Plusieurs auteurs et autrices ayant réfléchi aux relations entre modernité et colonialité démontrent une continuité de cette hiérarchie dans l’idée de la modernité et des concepts qu’elle sous-tend comme ceux de progrès et de science. Ces auteurs et autrices montrent aussi que la connaissance, les savoirs, jouent un rôle fondamental dans le maintien de ces hiérarchies et des rapports de pouvoirs.

L’éducation, en tant qu’institution de production et de transmission des savoirs, est au centre de la reproduction de ces hiérarchies. C’est pourquoi les universités ont un rôle fondamental à jouer dans les processus de vérité et de réconciliation, et, plus profondément, de décolonisation. Souligner la Journée nationale de vérité et de réconciliation est donc important pour les universités, mais il ne faut pas penser que c’est suffisant, si on ne pousse pas plus loin notre réflexion quant à notre rôle dans le maintien ou dans la transformation des relations entre l’État canadien et les peuples autochtones.

Vous travaillez actuellement en collaboration avec le Service Mamawi Mikimodan de l’Université du Québec en Abitibi-Témiscamingue (UQAT) concernant les efforts d’autochtonisation et de décolonisation de cette université. Pourriez-vous
revenir sur cette initiative, ses objectifs et l’importance d’une approche collaborative ?

Cette recherche, financée par le Fonds de recherche du Québec – Société et culture, vise à développer une nouvelle compréhension des processus de réconciliation, de décolonisation et d’autochtonisation des universités québécoises. L’objectif est de dégager un modèle en contexte québécois.

En effet, depuis l’appel à l’action de la CVR du Canada pour la mise en place d’un système d’« éducation pour la réconciliation » , de nombreuses universités ont entamé des processus dits « d’autochtonisation » visant à faire plus d’espace aux personnes autochtones, ainsi qu’à leurs savoirs et à leurs pédagogies, afin de rendre l’éducation supérieure plus équitable et accessible. Ce concept gagne en popularité, mais reste encore à définir, notamment quant à son application qui varie grandement d’une université à l’autre.

Depuis sa création en 1983, l’UQAT fait figure de pionnière au Québec en développement de relations avec les communautés autochtones, ce qui a mené à plusieurs transformations institutionnelles – services aux étudiants autochtones, programmes d’études en collaboration avec les communautés autochtones, présences autochtones au sein des instances administratives, etc.
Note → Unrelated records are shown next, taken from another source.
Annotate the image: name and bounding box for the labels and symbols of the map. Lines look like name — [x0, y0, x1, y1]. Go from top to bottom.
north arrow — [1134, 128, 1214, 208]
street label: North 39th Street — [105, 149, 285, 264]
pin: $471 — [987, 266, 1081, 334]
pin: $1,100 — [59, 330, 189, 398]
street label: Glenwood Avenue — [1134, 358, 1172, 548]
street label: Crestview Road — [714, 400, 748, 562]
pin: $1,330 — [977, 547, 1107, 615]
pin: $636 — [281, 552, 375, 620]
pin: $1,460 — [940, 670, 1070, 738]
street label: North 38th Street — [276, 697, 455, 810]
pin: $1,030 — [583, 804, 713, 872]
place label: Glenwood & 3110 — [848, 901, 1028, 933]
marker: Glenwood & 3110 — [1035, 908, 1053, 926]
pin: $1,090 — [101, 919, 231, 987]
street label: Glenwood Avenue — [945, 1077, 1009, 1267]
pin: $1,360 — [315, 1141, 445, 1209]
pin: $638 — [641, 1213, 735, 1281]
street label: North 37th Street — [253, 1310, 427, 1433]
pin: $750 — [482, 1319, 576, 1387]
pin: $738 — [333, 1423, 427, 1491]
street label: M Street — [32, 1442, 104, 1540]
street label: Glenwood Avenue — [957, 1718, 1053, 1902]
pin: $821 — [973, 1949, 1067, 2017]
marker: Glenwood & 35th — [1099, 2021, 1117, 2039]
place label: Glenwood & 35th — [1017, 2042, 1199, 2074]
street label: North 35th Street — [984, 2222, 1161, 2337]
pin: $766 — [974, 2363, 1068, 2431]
En 2022, l’université a mis sur pied le Service Mamawi Mikimodan (SMM – qui veut dire « faire ensemble » en anicinabemowin) qui coordonne les initiatives liées aux communautés et partenaires autochtones.

Le SMM a entrepris des démarches à tous les niveaux de l’université en s’appuyant, entre autres, sur le principe de reconnaissance territoriale, cocréé au sein d’un comité paritaire (autochtones et non autochtones) avec plusieurs personnes aînées autochtones. Le SMM, et notamment Janet Mark, conseillère stratégique à la réconciliation et à l’éducation autochtone à l’UQAT, a exprimé le désir que cette démarche soit documentée.
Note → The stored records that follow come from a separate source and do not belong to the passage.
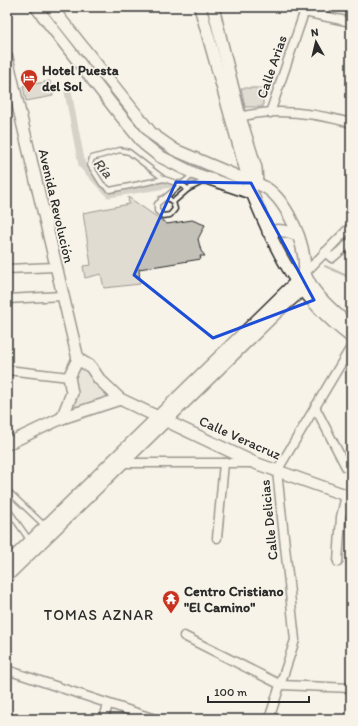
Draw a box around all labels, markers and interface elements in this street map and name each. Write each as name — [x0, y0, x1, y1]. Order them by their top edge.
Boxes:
north arrow — [296, 22, 336, 62]
text: N — [310, 26, 319, 40]
street label: Calle Arias — [253, 33, 291, 101]
place label: Hotel Puesta del Sol — [42, 62, 119, 95]
hotel icon: Hotel Puesta del Sol — [19, 68, 39, 93]
street label: Avenida Revolución — [35, 147, 77, 265]
water label: Ría — [89, 154, 117, 182]
street label: Calle Veracruz — [196, 412, 284, 464]
street label: Calle Delicias — [256, 479, 282, 561]
place label: Centro Cristiano "El Camino" — [184, 583, 284, 616]
temple icon: Centro Cristiano "El Camino" — [161, 589, 181, 614]
district label: TOMAS AZNAR — [44, 606, 154, 624]
scale bar — [208, 678, 309, 704]
text: 100 m — [214, 685, 247, 699]

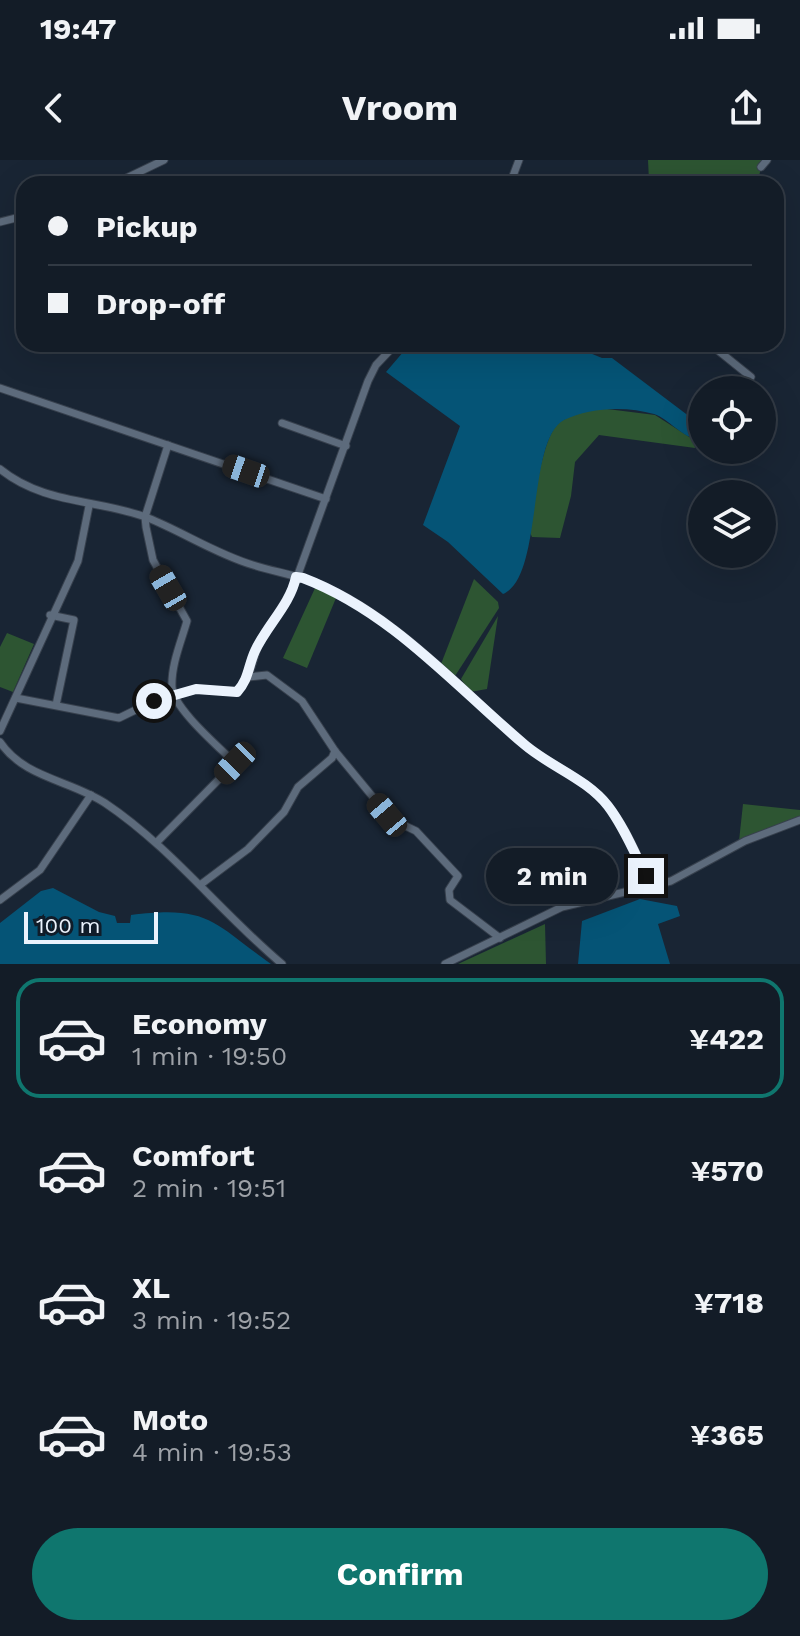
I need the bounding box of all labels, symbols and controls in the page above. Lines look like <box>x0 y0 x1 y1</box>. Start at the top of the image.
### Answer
text: 19:47 <box>40 11 117 46</box>
icon: back <box>32 86 76 130</box>
icon: share <box>724 86 768 130</box>
text: Vroom <box>342 87 458 129</box>
text: Pickup <box>96 209 198 244</box>
text: Drop-off <box>96 286 225 321</box>
map controls <box>688 376 776 568</box>
button: locate <box>688 376 776 464</box>
car <box>219 452 273 490</box>
button: layers <box>688 480 776 568</box>
car <box>146 561 190 615</box>
route start <box>136 683 172 719</box>
car <box>210 737 260 789</box>
car <box>362 789 412 841</box>
callout: 2 min <box>486 848 618 904</box>
route end <box>628 858 664 894</box>
text: 2 min <box>516 861 588 891</box>
scale bar <box>24 908 158 944</box>
text: 100 m <box>36 913 100 938</box>
icon: car <box>36 1002 108 1074</box>
text: Economy <box>132 1006 267 1041</box>
text: ¥422 <box>689 1021 764 1056</box>
text: 1 min · 19:50 <box>132 1041 287 1071</box>
icon: car <box>36 1134 108 1206</box>
text: Comfort <box>132 1138 254 1173</box>
text: ¥570 <box>691 1153 764 1188</box>
text: 2 min · 19:51 <box>132 1173 286 1203</box>
icon: car <box>36 1266 108 1338</box>
text: XL <box>132 1270 170 1305</box>
text: ¥718 <box>694 1285 764 1320</box>
text: 3 min · 19:52 <box>132 1305 291 1335</box>
icon: car <box>36 1398 108 1470</box>
text: Moto <box>132 1402 208 1437</box>
text: ¥365 <box>690 1417 764 1452</box>
text: 4 min · 19:53 <box>132 1437 292 1467</box>
button: Confirm <box>32 1528 768 1620</box>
En réalisant une recherche collaborative avec des membres du SMM et en cartographiant le modèle d’autochtonisation auquel participe ce service à l’UQAT – son histoire, les actions, les pratiques et les principes associées, et ses implications pour la communauté universitaire et ses partenaires autochtones –, nous souhaitons contribuer à l’avancement des connaissances quant aux processus de décolonisation et d’autochtonisation de l’éducation, et plus précisément du monde universitaire québécois. Il s’agira d’une contribution concrète qui pourra informer et orienter ces processus à l’intérieur même de l’UQAT, ainsi que dans d’autres universités.

Vos travaux portent notamment sur les modèles autochtones d’éducation et sur la pédagogie territoriale. De quelle manière ces recherches peuvent-elles contribuer à la réconciliation ?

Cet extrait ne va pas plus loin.